Despite the fact that Dungeons & Dragons (and other role-playing games) take place in the “theater of our minds” free fantasy art can be a wonderful asset when it comes to adding a little extra spice to your tabletop gaming experience. Whether it’s maps, monsters, magic items, or character portraits a small amount of graphical representation can go a long way to enriching your game. Listed below are many options you can use and the best thing is they are all free to download (LEGALLY free).
1. 10 Generic Fantasy Items. Originally appearing in The Realm of Legends (a card game which we’ve had a hard time finding) this free download from DriveThru RPG contains 10 generic fantasy items. The author/publisher/artist, 1manstudio.de, includes a license which is more favorable than most we’ve seen. You can use the images freely in personal items and the terms for using the images for commercial use are simple and straight-forward as well. Some of the items contained in this download have sparked some inspiration for some new magic items to use in our own campaign. You may find them useful as well. The art is simple but elegant. The 10 items include a sword, a mace, a lance, a ring, a pendant, a shield, a horn, a wardrum, and two different war banners.
2. Scarlet Heroes Art Pack. This is the same art from the successful Kickstarter in 2014. Much of the art contained in this pack has an old school AD&D vibe and there are even some dungeons and maps contained within. It also has a fair amount of Asian-inspired artwork and some horror-themed pieces. In fact, some of them felt a bit Lovecraftian. According to the license every bit of the art is in the public domain. However, you should credit the artists as a courtesy. Small favor for such free use! The contributing artists include Luigi Castellani, Nate Furman, Earl Geier, Rick Hershey, David L. Johnson, Eric Lofgren, Dyson Logos, Ian MacLean, Joyce Maureira, and Miguel Santos. You can also download the entire Scarlet Heroes RPG by Sine Nomine Publishing.
3. DMs Guild Fiend Art.

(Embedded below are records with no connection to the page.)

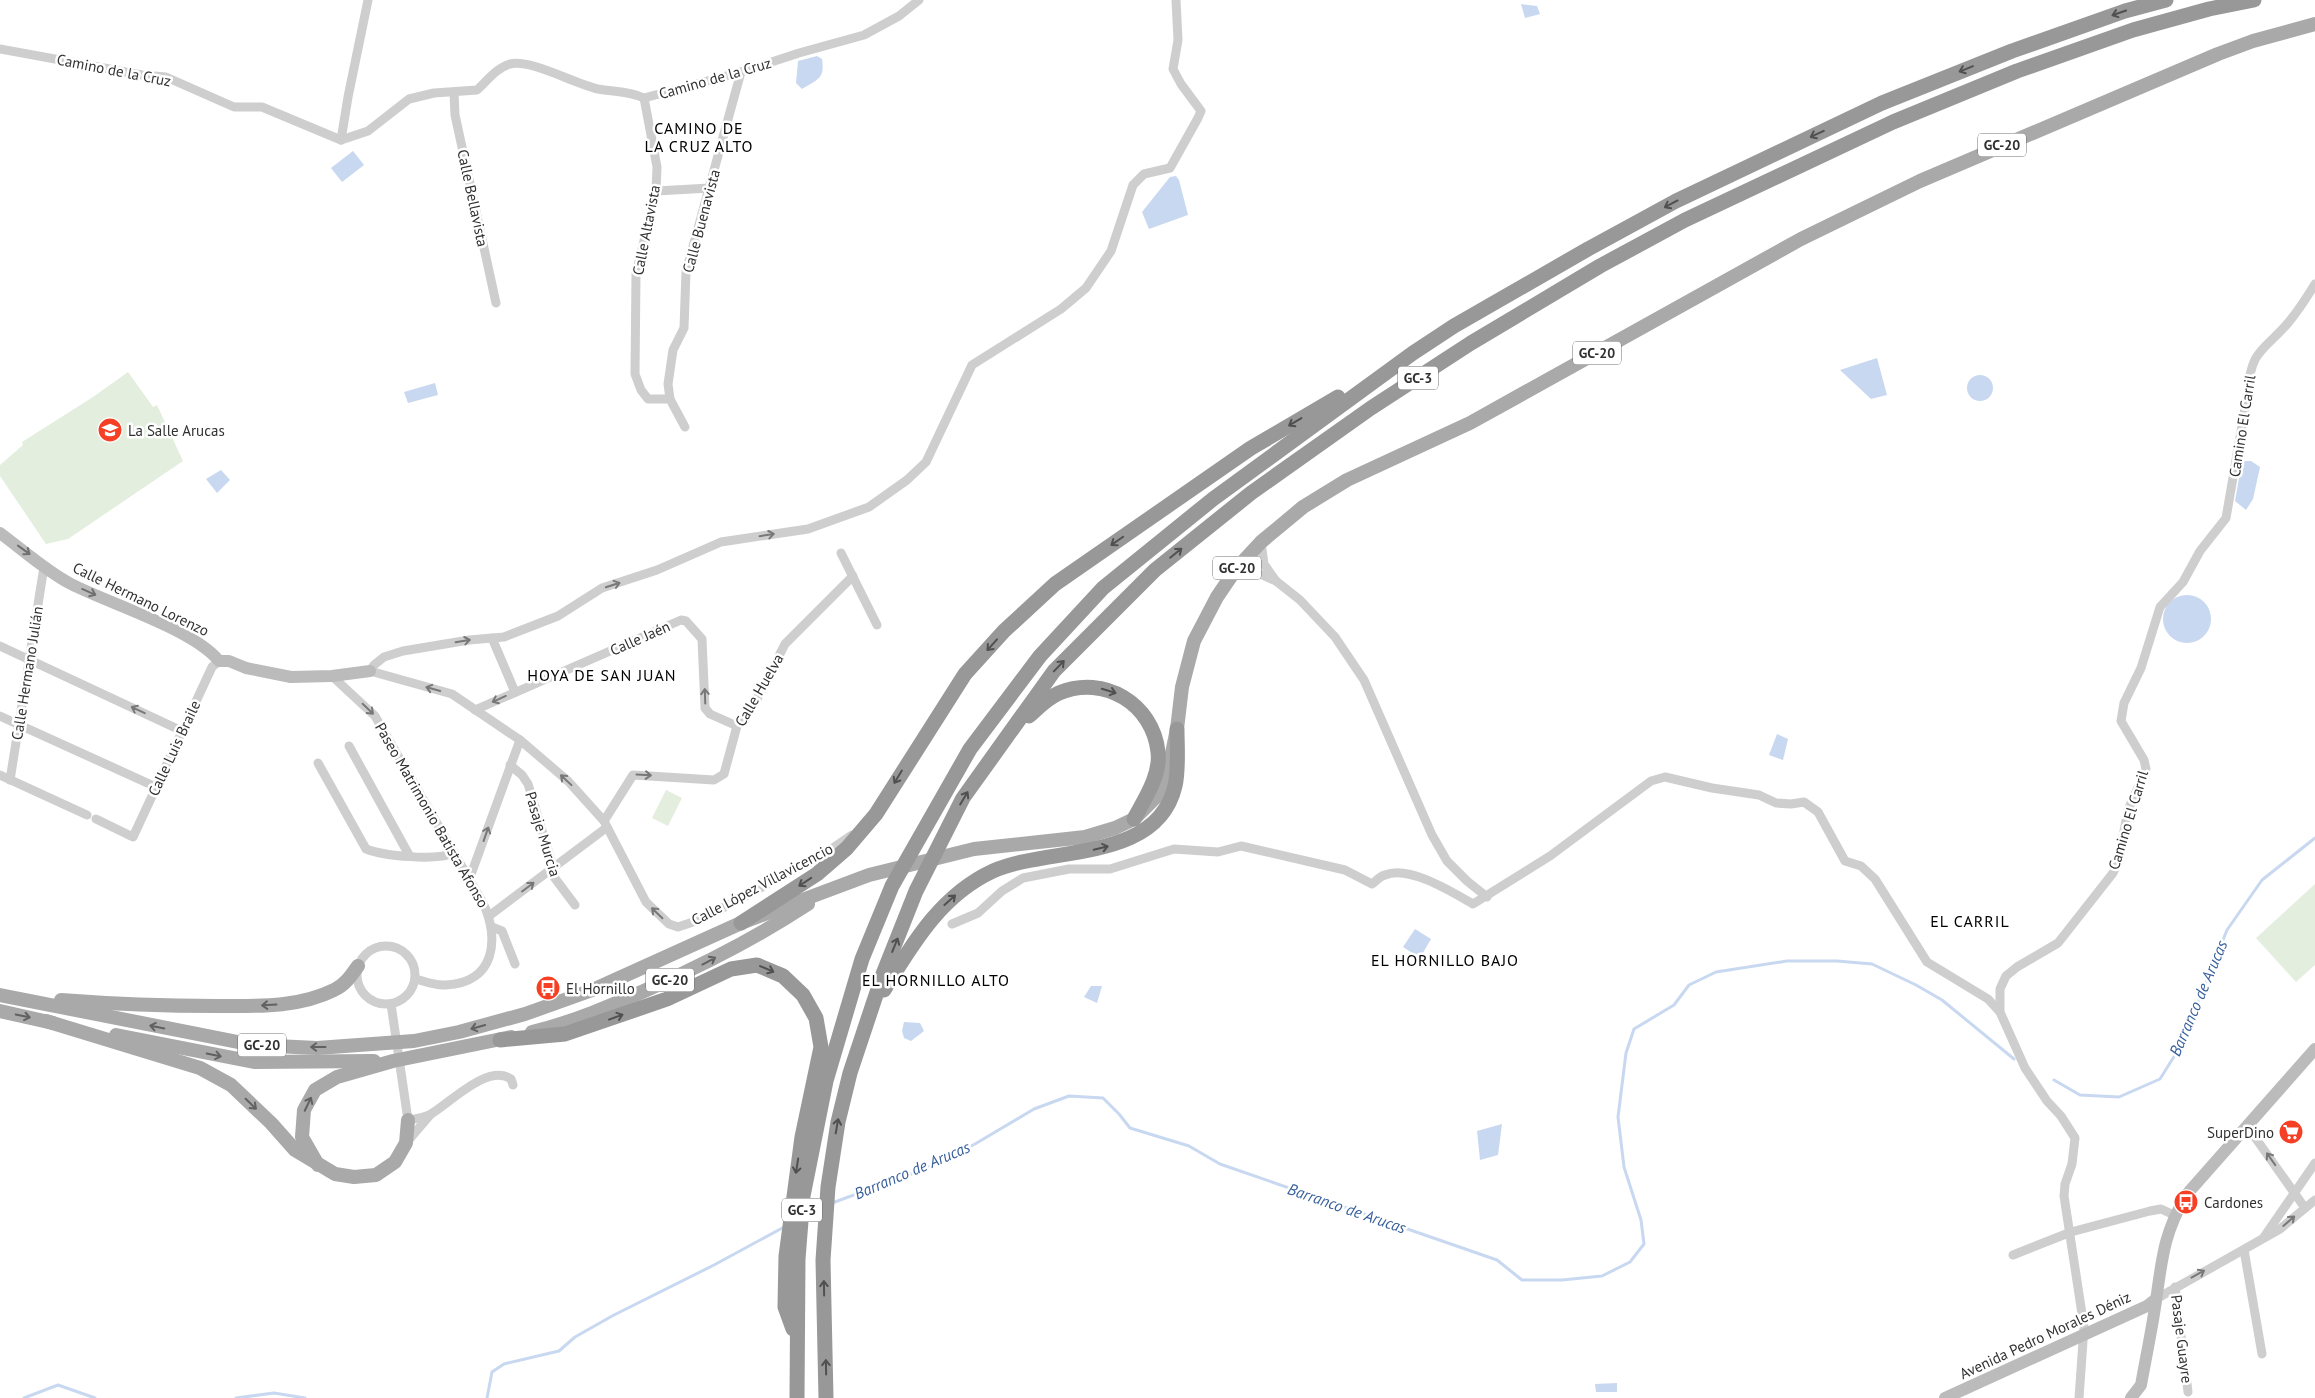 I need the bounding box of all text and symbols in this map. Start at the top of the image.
one-way arrow [2111,9,2127,18]
street label: Camino de la Cruz [55,50,173,90]
street label: Camino de la Cruz [657,53,773,103]
one-way arrow [1959,65,1974,75]
district label: CAMINO DE LA CRUZ ALTO [645,118,753,156]
one-way arrow [1810,130,1825,139]
road number: GC-20 [1978,134,2026,156]
street label: Calle Bellavista [453,148,493,248]
street label: Calle Buenavista [678,167,724,275]
street label: Calle Altavista [628,183,664,277]
one-way arrow [1663,199,1678,209]
road number: GC-20 [1573,342,1621,364]
road number: GC-3 [1398,366,1438,389]
street label: Camino El Carril [2225,373,2260,478]
school or university icon: La Salle Arucas [97,417,123,443]
one-way arrow [1289,417,1303,427]
place label: La Salle Arucas [128,421,225,440]
one-way arrow [758,530,774,540]
one-way arrow [1110,536,1124,546]
one-way arrow [17,545,31,555]
one-way arrow [1169,548,1182,559]
road number: GC-20 [1213,556,1261,580]
street label: Calle Hermano Lorenzo [70,558,212,640]
one-way arrow [605,579,621,589]
one-way arrow [81,588,96,597]
street label: Calle Hermano Julián [7,605,47,741]
street label: Calle Jaén [607,616,673,660]
one-way arrow [455,636,471,646]
one-way arrow [986,638,998,651]
street label: Calle Huelva [731,650,787,730]
one-way arrow [1053,660,1065,672]
district label: HOYA DE SAN JUAN [527,665,677,685]
one-way arrow [425,684,441,694]
one-way arrow [1101,687,1117,697]
one-way arrow [700,688,709,704]
one-way arrow [492,695,507,705]
street label: Calle Luis Braile [144,697,204,799]
one-way arrow [362,703,374,715]
one-way arrow [131,705,146,714]
street label: Paseo Matrimonio Batista Afonso [371,719,493,911]
street label: Camino El Carril [2104,767,2152,872]
one-way arrow [893,770,903,784]
one-way arrow [636,771,652,780]
one-way arrow [560,774,572,786]
street label: Pasaje Murcia [521,789,565,879]
one-way arrow [960,791,970,805]
one-way arrow [482,827,491,842]
street label: Calle López Villavicencio [688,839,836,929]
one-way arrow [1092,843,1108,852]
one-way arrow [799,877,813,887]
one-way arrow [521,882,535,892]
one-way arrow [944,894,957,906]
one-way arrow [650,907,663,919]
district label: EL CARRIL [1930,911,2010,931]
one-way arrow [891,937,900,952]
water label: Barranco de Arucas [2165,937,2232,1059]
district label: EL HORNILLO BAJO [1371,950,1519,970]
one-way arrow [701,956,716,966]
one-way arrow [759,965,774,975]
road number: GC-20 [646,968,694,992]
district label: EL HORNILLO ALTO [862,970,1010,990]
bus stop icon: El Hornillo [535,975,561,1001]
place label: El Hornillo [566,979,635,998]
one-way arrow [262,1001,278,1010]
one-way arrow [15,1012,31,1021]
one-way arrow [607,1012,623,1021]
one-way arrow [149,1022,165,1031]
one-way arrow [470,1022,486,1032]
road number: GC-20 [238,1034,286,1056]
one-way arrow [310,1042,326,1052]
one-way arrow [205,1050,221,1060]
one-way arrow [303,1097,313,1112]
one-way arrow [244,1098,257,1110]
one-way arrow [833,1119,843,1135]
supermarket icon: SuperDino [2278,1119,2304,1145]
place label: SuperDino [2207,1123,2274,1142]
water label: Barranco de Arucas [851,1136,973,1203]
one-way arrow [2266,1152,2276,1166]
one-way arrow [792,1158,802,1174]
water label: Barranco de Arucas [1285,1178,1409,1238]
bus stop icon: Cardones [2173,1189,2199,1215]
place label: Cardones [2204,1193,2263,1212]
road number: GC-3 [782,1198,822,1222]
one-way arrow [2283,1215,2296,1226]
one-way arrow [2190,1269,2205,1279]
one-way arrow [819,1280,829,1296]
street label: Avenida Pedro Morales Déniz [1956,1287,2134,1383]
street label: Pasaje Guayre [2167,1294,2197,1384]
one-way arrow [821,1359,831,1376] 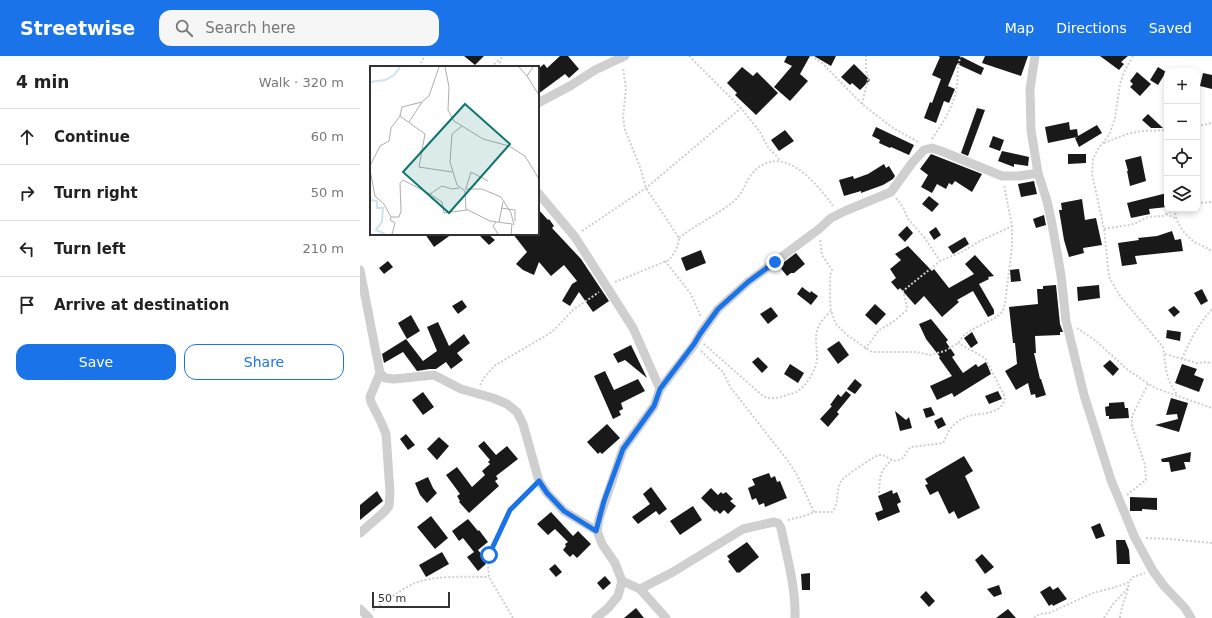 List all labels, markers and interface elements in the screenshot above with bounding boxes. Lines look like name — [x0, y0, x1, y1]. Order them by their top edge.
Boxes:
search box — [159, 10, 439, 46]
text: Streetwise — [20, 17, 135, 39]
icon: search — [173, 17, 195, 39]
text: Search here — [205, 19, 295, 37]
text: Map — [1005, 20, 1034, 36]
text: Directions — [1056, 20, 1127, 36]
text: Saved — [1149, 20, 1192, 36]
inset map — [370, 66, 539, 235]
map controls — [1164, 68, 1200, 212]
button: + — [1164, 68, 1200, 104]
text: 4 min — [16, 72, 69, 92]
text: Walk · 320 m — [259, 75, 344, 90]
button: − — [1164, 104, 1200, 140]
icon: ahead — [16, 126, 38, 148]
text: Continue — [54, 128, 130, 146]
text: 60 m — [311, 129, 344, 144]
button: locate — [1164, 140, 1200, 176]
button: layers — [1164, 176, 1200, 212]
icon: right — [16, 182, 38, 204]
text: Turn right — [54, 184, 138, 202]
text: 50 m — [311, 185, 344, 200]
icon: left — [16, 238, 38, 260]
text: Turn left — [54, 240, 126, 258]
text: 210 m — [302, 241, 344, 256]
route end — [766, 253, 784, 271]
icon: arrive — [16, 294, 38, 316]
text: Arrive at destination — [54, 296, 229, 314]
button: Save — [16, 344, 176, 380]
button: Share — [184, 344, 344, 380]
route start — [480, 546, 498, 564]
scale bar — [372, 590, 450, 609]
text: 50 m — [378, 592, 406, 605] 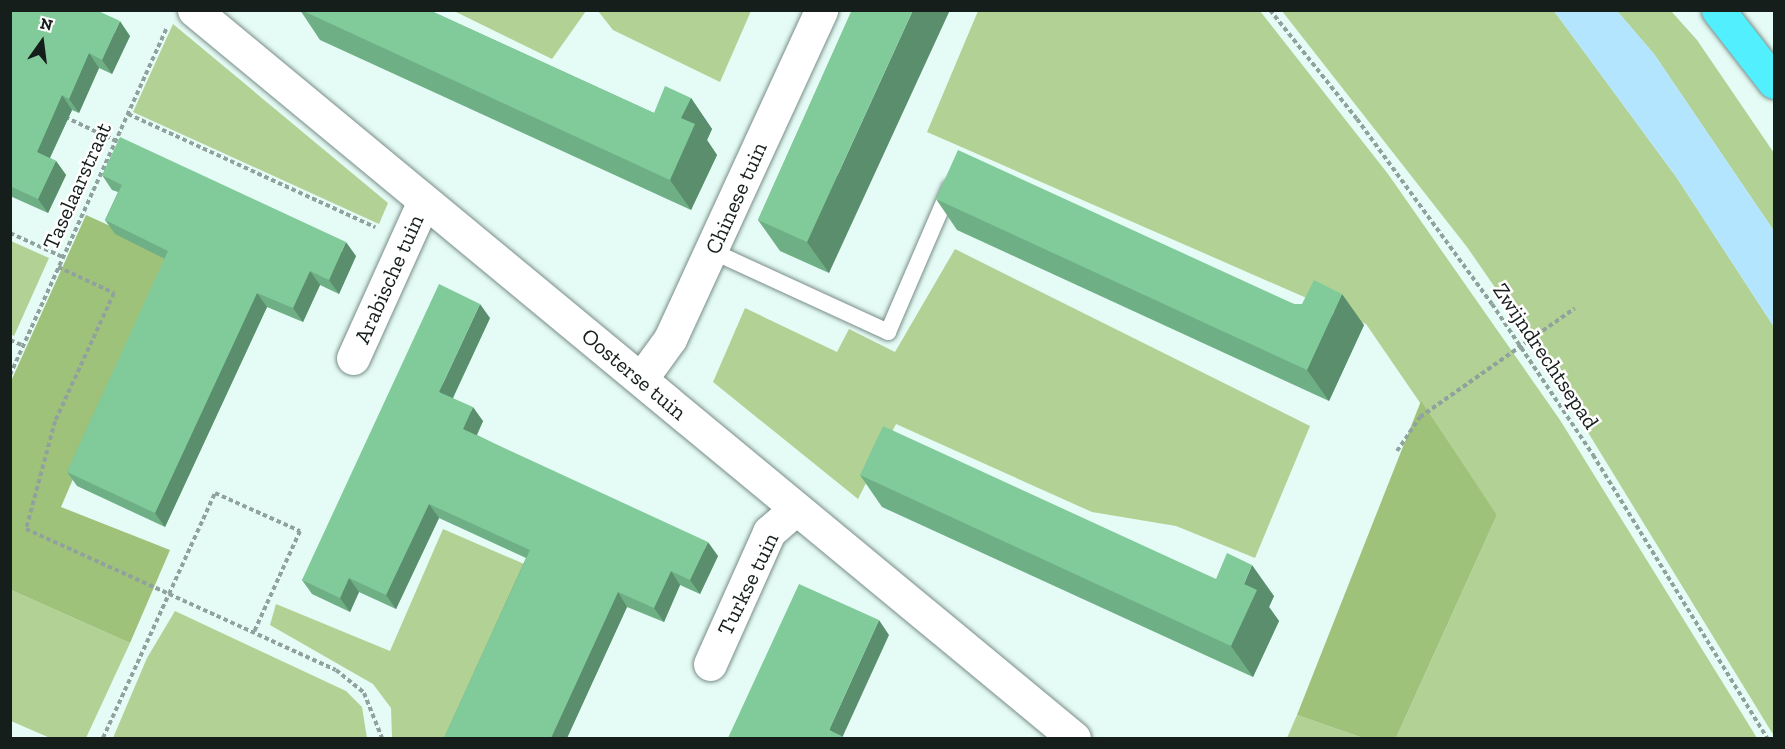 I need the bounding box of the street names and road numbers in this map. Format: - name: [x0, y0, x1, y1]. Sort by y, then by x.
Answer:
- street label: Taselaarstraat: [37, 118, 117, 254]
- street label: Chinese tuin: [700, 138, 772, 258]
- street label: Arabische tuin: [349, 210, 429, 348]
- street label: Zwijndrechtsepad: [1487, 278, 1605, 434]
- street label: Oosterse tuin: [576, 322, 692, 426]
- street label: Turkse tuin: [712, 528, 784, 640]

The down side of this art pack, and others released by Dungon Masters Guild, is that none of it is from the Fifth Edition Monster Manual. Nevertheless, this is professional-grade artwork and you can use it in DMs Guild publications. Even if you were planning to use some custom art in your material this fiend makes for really slick looking placeholders. They also offer Beasts, Celestials, Constructs, Demons, Elementals, Fey, Giants, Humanoids, Maps, Monstrosities, Ooze, Plants, and Undead. Again, these are all professional quality. Some packs have more unique pieces of art than others. Some will leave you wishing they’d included more.
4. 108 Terrible Character Portraits. The final Free Fantasy Art pack is 108 Terrible CHaracter Portraits. Of course, the title of this one is tongue-in-cheek. All the portraits are black and white. They are reminiscent of comics art without coloring. We enjoyed browsing them and they are mostly system agnostic so it wouldn’t matter if you’re playing some version of D&D, Pathfinder, Shadowrun, Cyberpunk, DC Heroes, or pretty much any RPG.
Of course the possibilities for Free Fantasy Art are limitless if you look in the right places. You tend to sacrifice either quality or specificity by going with free stock art. If you’re looking to take it to the next level with something really sharp or if you have a burning desire for something unique you should seek out an artist whose work you admire and you should be prepared to pay. Artists work hard. They deserve compensation. If you’re on a budget you look at places like fiverr.com where you can get something basic but good for an inexpensive price. You can also find artists on Facebook, Instagram, and DeviantArt.com.
Again, be mindful that these artists are worth being paid. How much they are worth is between you and the artist. Using the art for personal use is fine. But if you’re planning on commercial use then you can check out the packs we’ve listed. Be advised, every pack has its own license agreement. We encourage you to check it before making any assumptions.